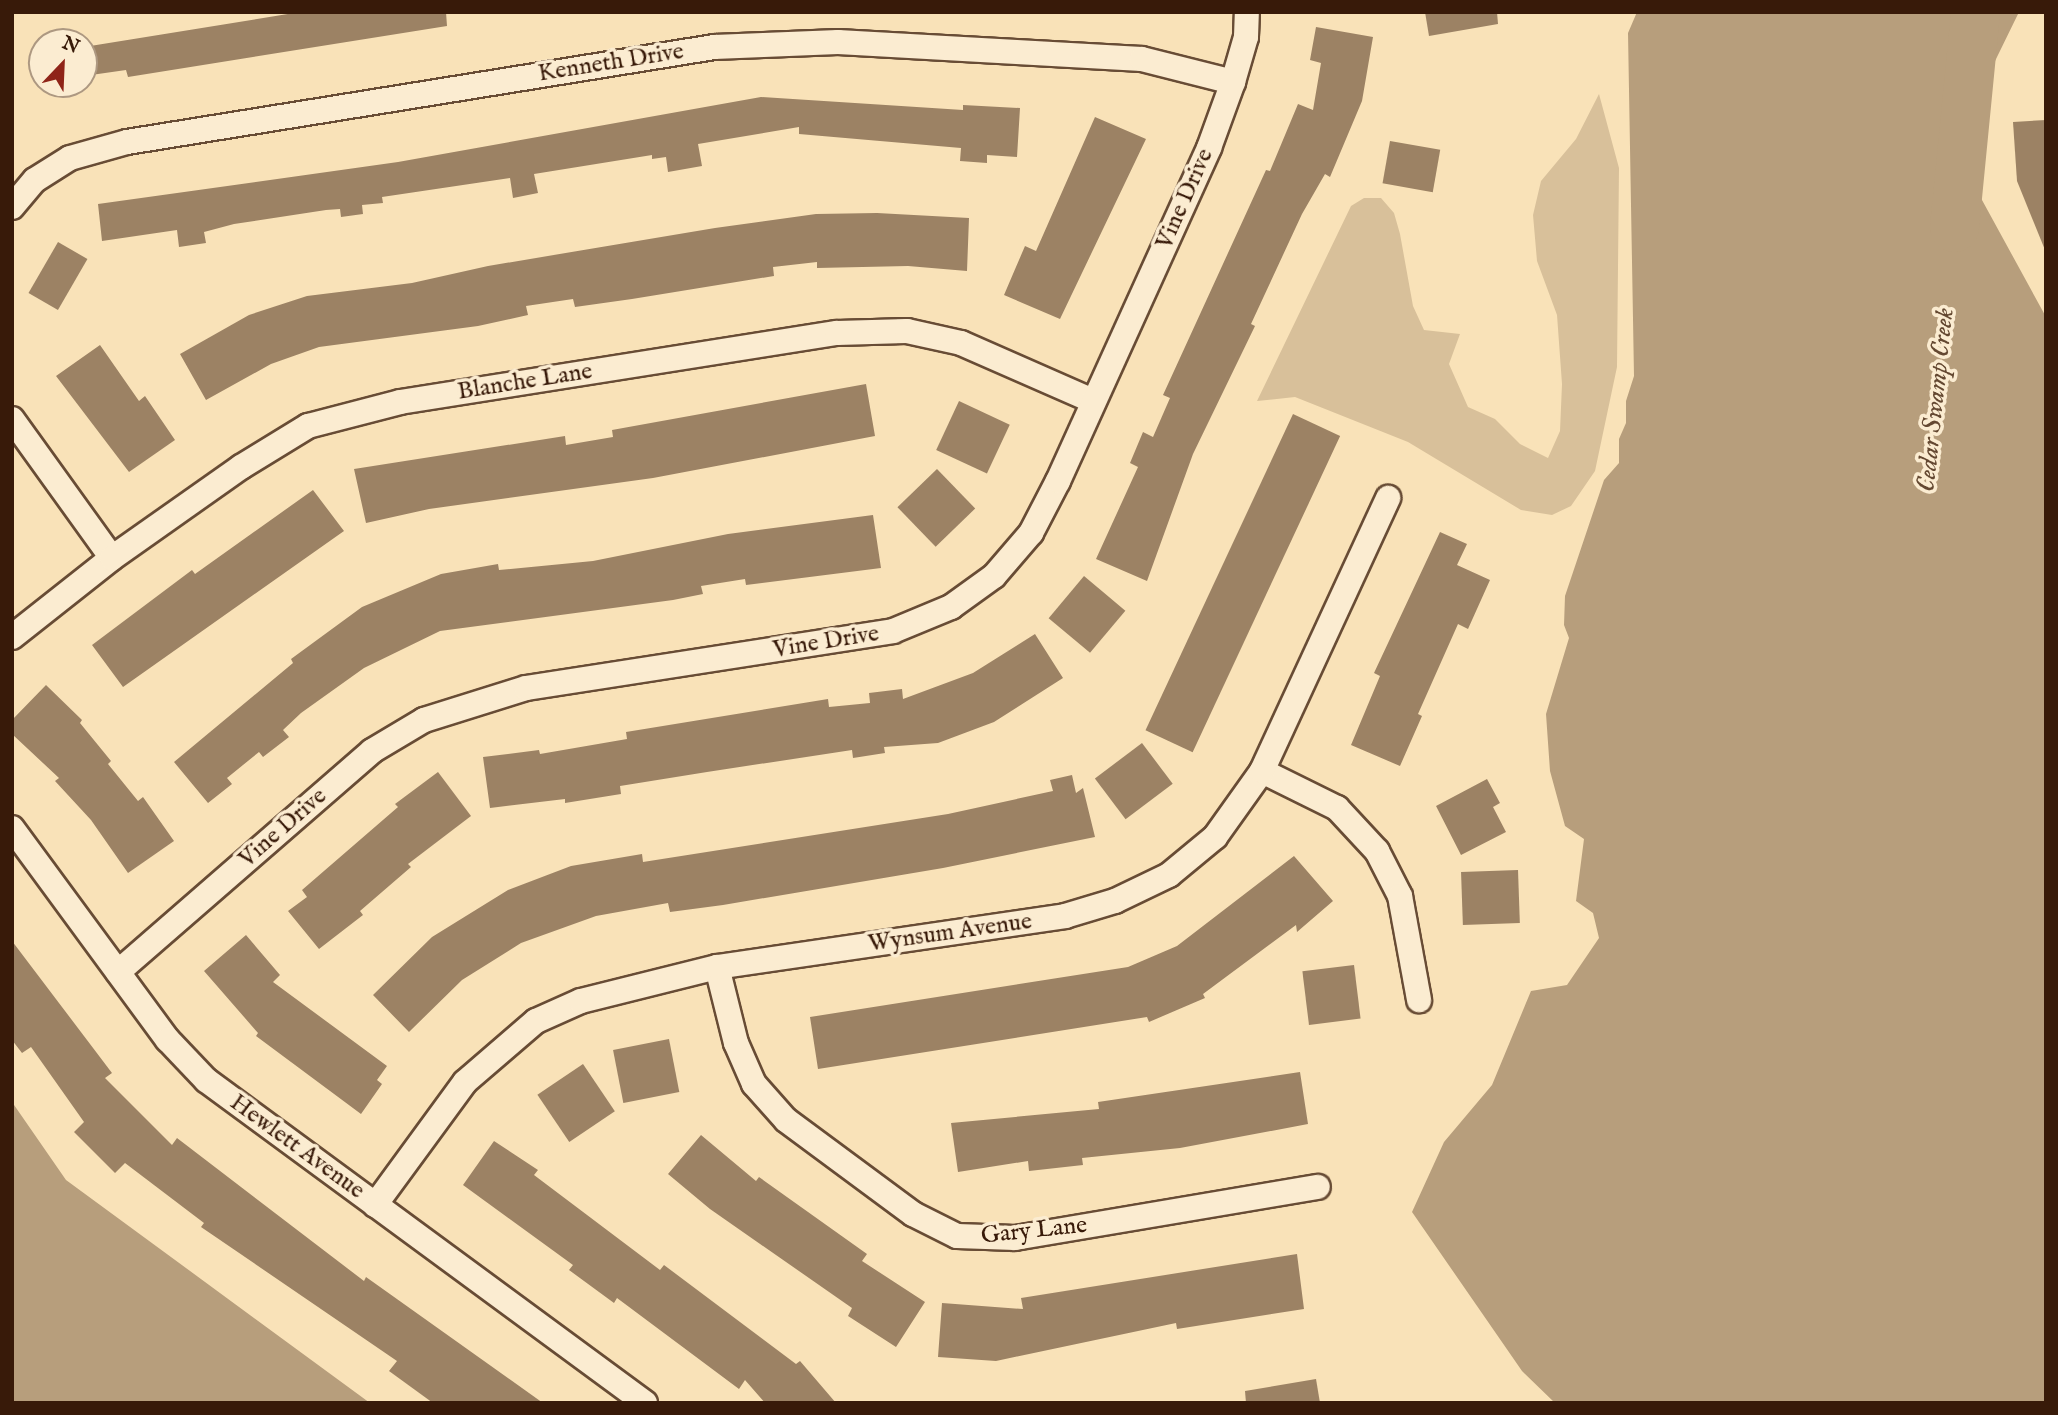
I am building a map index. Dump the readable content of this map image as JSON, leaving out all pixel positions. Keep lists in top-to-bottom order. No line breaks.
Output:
{"streets":{"street":["Kenneth Drive","Vine Drive","Blanche Lane","Wynsum Avenue","Hewlett Avenue","Gary Lane"]},"crossings":[["Kenneth Drive","Vine Drive"],["Vine Drive","Blanche Lane"],["Vine Drive","Hewlett Avenue"],["Wynsum Avenue","Hewlett Avenue"],["Wynsum Avenue","Gary Lane"]],"water":["Cedar Swamp Creek"],"north":"top right"}
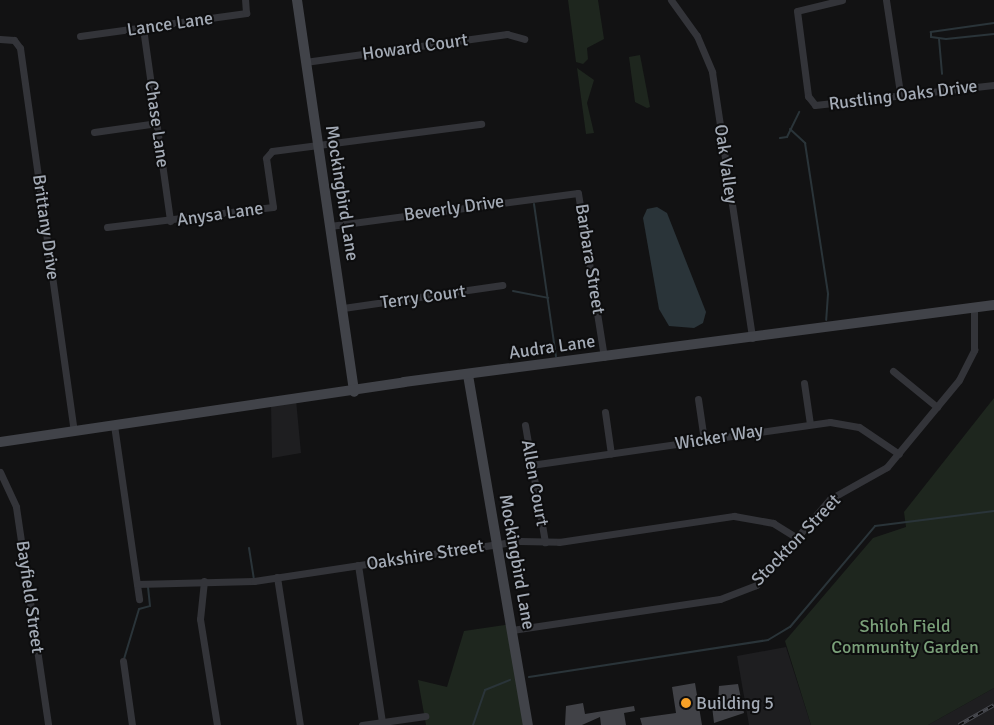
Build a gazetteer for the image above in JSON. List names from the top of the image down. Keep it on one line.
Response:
{"streets":{"street":["Lance Lane","Howard Court","Rustling Oaks Drive","Chase Lane","Oak Valley","Mockingbird Lane","Beverly Drive","Anysa Lane","Brittany Drive","Barbara Street","Terry Court","Audra Lane","Wicker Way","Allen Court","Stockton Street","Oakshire Street","Bayfield Street"]},"crossings":[["Lance Lane","Chase Lane"],["Howard Court","Mockingbird Lane"],["Chase Lane","Anysa Lane"],["Oak Valley","Audra Lane"],["Mockingbird Lane","Beverly Drive"],["Mockingbird Lane","Anysa Lane"],["Mockingbird Lane","Terry Court"],["Mockingbird Lane","Audra Lane"],["Mockingbird Lane","Stockton Street"],["Mockingbird Lane","Oakshire Street"],["Beverly Drive","Barbara Street"],["Brittany Drive","Audra Lane"],["Barbara Street","Audra Lane"],["Audra Lane","Stockton Street"],["Wicker Way","Allen Court"],["Wicker Way","Stockton Street"],["Allen Court","Oakshire Street"],["Stockton Street","Oakshire Street"]],"parks":["Shiloh Field Community Garden"],"places":["Building 5"]}
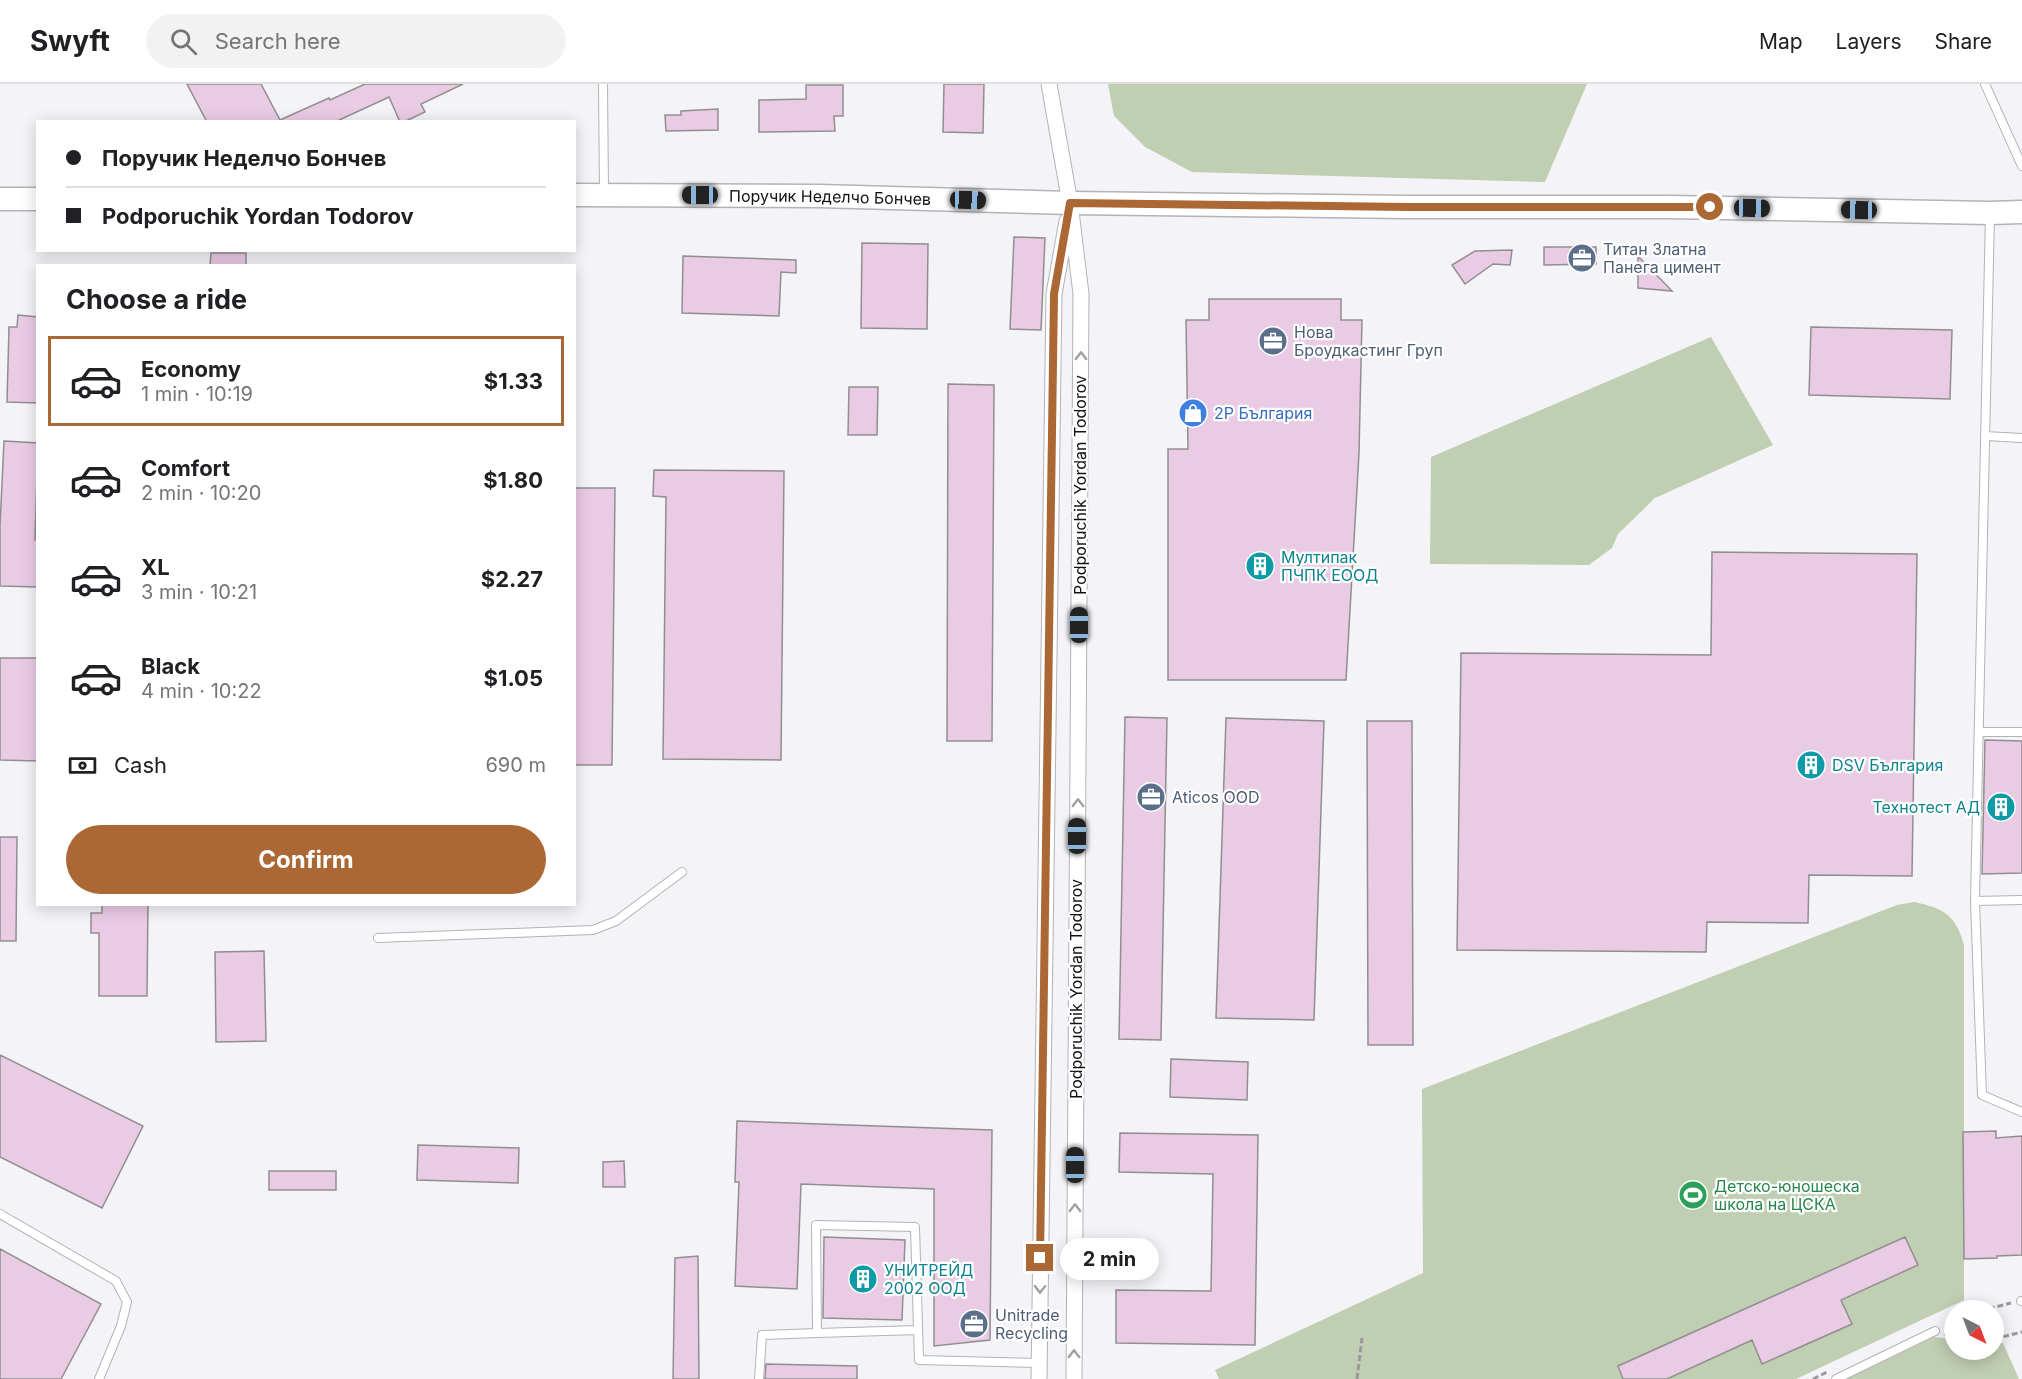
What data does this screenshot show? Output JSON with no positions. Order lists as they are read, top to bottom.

Directions:
Without any pictures, retype the records above exactly.

Task response:
I am building a map index. Dump the readable content of this map image as JSON, leaving out all pixel positions. Keep lists in top-to-bottom order. No line breaks.
Output:
{"streets":{"street":["Kenneth Drive","Vine Drive","Blanche Lane","Wynsum Avenue","Hewlett Avenue","Gary Lane"]},"crossings":[["Kenneth Drive","Vine Drive"],["Vine Drive","Blanche Lane"],["Vine Drive","Hewlett Avenue"],["Wynsum Avenue","Hewlett Avenue"],["Wynsum Avenue","Gary Lane"]],"water":["Cedar Swamp Creek"],"north":"top right"}
Build a gazetteer for the image above in JSON. List names from the top of the image down. Keep it on one line.
Response:
{"streets":{"street":["Lance Lane","Howard Court","Rustling Oaks Drive","Chase Lane","Oak Valley","Mockingbird Lane","Beverly Drive","Anysa Lane","Brittany Drive","Barbara Street","Terry Court","Audra Lane","Wicker Way","Allen Court","Stockton Street","Oakshire Street","Bayfield Street"]},"crossings":[["Lance Lane","Chase Lane"],["Howard Court","Mockingbird Lane"],["Chase Lane","Anysa Lane"],["Oak Valley","Audra Lane"],["Mockingbird Lane","Beverly Drive"],["Mockingbird Lane","Anysa Lane"],["Mockingbird Lane","Terry Court"],["Mockingbird Lane","Audra Lane"],["Mockingbird Lane","Stockton Street"],["Mockingbird Lane","Oakshire Street"],["Beverly Drive","Barbara Street"],["Brittany Drive","Audra Lane"],["Barbara Street","Audra Lane"],["Audra Lane","Stockton Street"],["Wicker Way","Allen Court"],["Wicker Way","Stockton Street"],["Allen Court","Oakshire Street"],["Stockton Street","Oakshire Street"]],"parks":["Shiloh Field Community Garden"],"places":["Building 5"]}
What data does this screenshot show? Output JSON with no positions. Order lists as they are read, top to bottom.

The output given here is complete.